## Dataset records
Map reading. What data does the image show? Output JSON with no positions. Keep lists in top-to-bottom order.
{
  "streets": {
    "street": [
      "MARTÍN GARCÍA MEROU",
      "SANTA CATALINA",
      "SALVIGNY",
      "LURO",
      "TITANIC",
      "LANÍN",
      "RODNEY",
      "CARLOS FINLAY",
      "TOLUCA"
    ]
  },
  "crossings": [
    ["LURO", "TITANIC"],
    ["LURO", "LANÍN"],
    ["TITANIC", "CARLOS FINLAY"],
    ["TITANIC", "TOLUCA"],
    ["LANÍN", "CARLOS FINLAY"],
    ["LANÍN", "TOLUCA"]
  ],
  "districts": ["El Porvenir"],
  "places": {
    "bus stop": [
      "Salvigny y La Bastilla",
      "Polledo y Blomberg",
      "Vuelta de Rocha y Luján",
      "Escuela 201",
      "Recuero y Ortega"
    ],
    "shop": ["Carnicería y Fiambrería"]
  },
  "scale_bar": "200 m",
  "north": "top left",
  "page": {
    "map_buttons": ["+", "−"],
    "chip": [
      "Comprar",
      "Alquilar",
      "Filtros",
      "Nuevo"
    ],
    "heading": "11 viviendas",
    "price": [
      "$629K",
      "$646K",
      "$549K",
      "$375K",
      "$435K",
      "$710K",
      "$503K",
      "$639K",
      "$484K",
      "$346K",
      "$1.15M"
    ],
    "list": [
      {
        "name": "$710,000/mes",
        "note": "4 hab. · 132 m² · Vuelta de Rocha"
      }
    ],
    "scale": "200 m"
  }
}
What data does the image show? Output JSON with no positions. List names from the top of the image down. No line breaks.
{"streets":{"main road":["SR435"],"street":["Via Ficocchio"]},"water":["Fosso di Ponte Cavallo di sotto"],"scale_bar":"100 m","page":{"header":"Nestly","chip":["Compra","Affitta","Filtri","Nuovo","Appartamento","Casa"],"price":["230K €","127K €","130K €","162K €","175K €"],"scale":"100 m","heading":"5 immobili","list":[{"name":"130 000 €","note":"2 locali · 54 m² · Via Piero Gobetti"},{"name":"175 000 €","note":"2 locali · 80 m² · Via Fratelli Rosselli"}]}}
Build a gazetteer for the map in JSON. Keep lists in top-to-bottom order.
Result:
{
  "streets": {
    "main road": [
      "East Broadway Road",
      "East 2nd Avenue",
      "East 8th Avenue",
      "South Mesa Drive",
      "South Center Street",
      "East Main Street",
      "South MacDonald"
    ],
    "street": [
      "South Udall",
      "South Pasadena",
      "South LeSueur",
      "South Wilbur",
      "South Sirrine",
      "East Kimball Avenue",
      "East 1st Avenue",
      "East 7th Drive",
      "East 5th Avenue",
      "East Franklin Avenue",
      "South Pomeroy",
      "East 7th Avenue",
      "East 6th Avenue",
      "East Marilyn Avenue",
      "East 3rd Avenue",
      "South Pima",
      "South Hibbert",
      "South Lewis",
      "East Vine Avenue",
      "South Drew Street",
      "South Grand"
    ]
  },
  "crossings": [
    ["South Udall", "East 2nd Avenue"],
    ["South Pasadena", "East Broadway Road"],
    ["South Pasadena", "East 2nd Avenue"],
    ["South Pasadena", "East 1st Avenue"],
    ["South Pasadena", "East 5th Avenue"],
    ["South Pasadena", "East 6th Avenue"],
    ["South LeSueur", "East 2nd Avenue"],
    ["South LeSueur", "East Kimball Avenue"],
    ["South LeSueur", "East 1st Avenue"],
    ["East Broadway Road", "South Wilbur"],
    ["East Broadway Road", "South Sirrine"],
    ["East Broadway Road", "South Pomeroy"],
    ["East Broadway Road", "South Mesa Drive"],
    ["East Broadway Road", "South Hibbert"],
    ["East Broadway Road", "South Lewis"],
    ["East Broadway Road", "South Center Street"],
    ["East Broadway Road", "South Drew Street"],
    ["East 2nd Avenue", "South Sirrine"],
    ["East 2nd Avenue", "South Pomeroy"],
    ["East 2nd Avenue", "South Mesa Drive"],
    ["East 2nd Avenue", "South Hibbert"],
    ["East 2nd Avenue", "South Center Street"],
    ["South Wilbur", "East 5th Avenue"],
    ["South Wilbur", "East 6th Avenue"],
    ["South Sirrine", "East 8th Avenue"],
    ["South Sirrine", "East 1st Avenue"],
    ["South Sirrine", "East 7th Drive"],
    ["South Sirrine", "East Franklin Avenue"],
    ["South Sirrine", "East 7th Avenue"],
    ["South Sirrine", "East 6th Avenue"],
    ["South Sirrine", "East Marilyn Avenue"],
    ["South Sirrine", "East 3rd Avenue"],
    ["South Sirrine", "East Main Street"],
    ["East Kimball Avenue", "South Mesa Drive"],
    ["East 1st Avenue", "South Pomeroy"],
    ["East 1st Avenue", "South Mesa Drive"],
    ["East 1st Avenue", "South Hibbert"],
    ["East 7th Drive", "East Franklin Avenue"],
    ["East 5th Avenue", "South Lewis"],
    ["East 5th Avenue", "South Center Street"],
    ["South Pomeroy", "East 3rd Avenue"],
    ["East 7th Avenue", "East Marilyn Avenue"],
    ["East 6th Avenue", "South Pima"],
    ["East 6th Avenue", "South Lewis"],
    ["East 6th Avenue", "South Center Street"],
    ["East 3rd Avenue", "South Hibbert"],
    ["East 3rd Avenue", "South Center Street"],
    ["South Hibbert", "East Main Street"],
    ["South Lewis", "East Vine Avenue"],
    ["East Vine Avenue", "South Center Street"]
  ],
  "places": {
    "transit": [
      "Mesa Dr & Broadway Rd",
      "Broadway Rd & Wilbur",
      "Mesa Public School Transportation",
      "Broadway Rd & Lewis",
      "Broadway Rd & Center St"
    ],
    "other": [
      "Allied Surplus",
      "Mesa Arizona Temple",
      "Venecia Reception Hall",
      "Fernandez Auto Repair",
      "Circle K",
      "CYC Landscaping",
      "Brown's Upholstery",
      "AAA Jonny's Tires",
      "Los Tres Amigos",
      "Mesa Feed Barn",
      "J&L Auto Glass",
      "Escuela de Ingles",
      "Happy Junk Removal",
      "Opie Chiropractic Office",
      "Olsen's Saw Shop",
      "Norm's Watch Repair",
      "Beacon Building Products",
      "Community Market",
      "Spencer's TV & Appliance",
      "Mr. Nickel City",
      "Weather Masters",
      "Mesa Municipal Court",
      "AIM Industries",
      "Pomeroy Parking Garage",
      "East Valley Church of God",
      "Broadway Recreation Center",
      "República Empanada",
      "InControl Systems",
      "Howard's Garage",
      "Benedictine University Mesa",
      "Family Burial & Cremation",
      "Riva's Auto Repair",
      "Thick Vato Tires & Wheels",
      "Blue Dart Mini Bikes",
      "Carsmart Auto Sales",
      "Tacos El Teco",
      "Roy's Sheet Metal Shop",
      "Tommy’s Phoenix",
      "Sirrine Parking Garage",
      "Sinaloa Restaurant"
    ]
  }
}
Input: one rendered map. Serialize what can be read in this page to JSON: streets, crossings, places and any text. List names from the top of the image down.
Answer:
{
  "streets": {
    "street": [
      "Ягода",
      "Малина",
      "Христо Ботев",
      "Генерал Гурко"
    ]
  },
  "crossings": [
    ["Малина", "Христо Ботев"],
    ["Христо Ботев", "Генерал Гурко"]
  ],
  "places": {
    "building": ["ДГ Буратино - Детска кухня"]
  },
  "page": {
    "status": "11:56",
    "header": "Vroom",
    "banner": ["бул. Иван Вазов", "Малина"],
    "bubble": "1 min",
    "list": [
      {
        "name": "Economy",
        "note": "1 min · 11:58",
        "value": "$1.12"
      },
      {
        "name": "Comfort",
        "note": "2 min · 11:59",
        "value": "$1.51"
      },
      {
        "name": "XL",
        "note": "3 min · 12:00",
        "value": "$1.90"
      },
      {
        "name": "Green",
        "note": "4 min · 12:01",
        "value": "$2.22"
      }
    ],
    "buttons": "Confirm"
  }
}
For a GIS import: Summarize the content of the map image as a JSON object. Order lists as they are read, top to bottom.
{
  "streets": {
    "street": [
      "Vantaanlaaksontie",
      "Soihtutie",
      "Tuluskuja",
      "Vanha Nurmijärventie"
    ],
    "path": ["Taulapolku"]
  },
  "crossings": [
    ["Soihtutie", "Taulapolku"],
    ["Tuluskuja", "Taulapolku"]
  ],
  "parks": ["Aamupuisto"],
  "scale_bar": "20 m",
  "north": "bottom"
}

## Exercise goal
Give back exactly the lines from the line holding "For a GIS import: Summarize" through the last line of the listing, including both.

## Response to this task
For a GIS import: Summarize the content of the map image as a JSON object. Order lists as they are read, top to bottom.
{
  "streets": {
    "street": [
      "Vantaanlaaksontie",
      "Soihtutie",
      "Tuluskuja",
      "Vanha Nurmijärventie"
    ],
    "path": ["Taulapolku"]
  },
  "crossings": [
    ["Soihtutie", "Taulapolku"],
    ["Tuluskuja", "Taulapolku"]
  ],
  "parks": ["Aamupuisto"],
  "scale_bar": "20 m",
  "north": "bottom"
}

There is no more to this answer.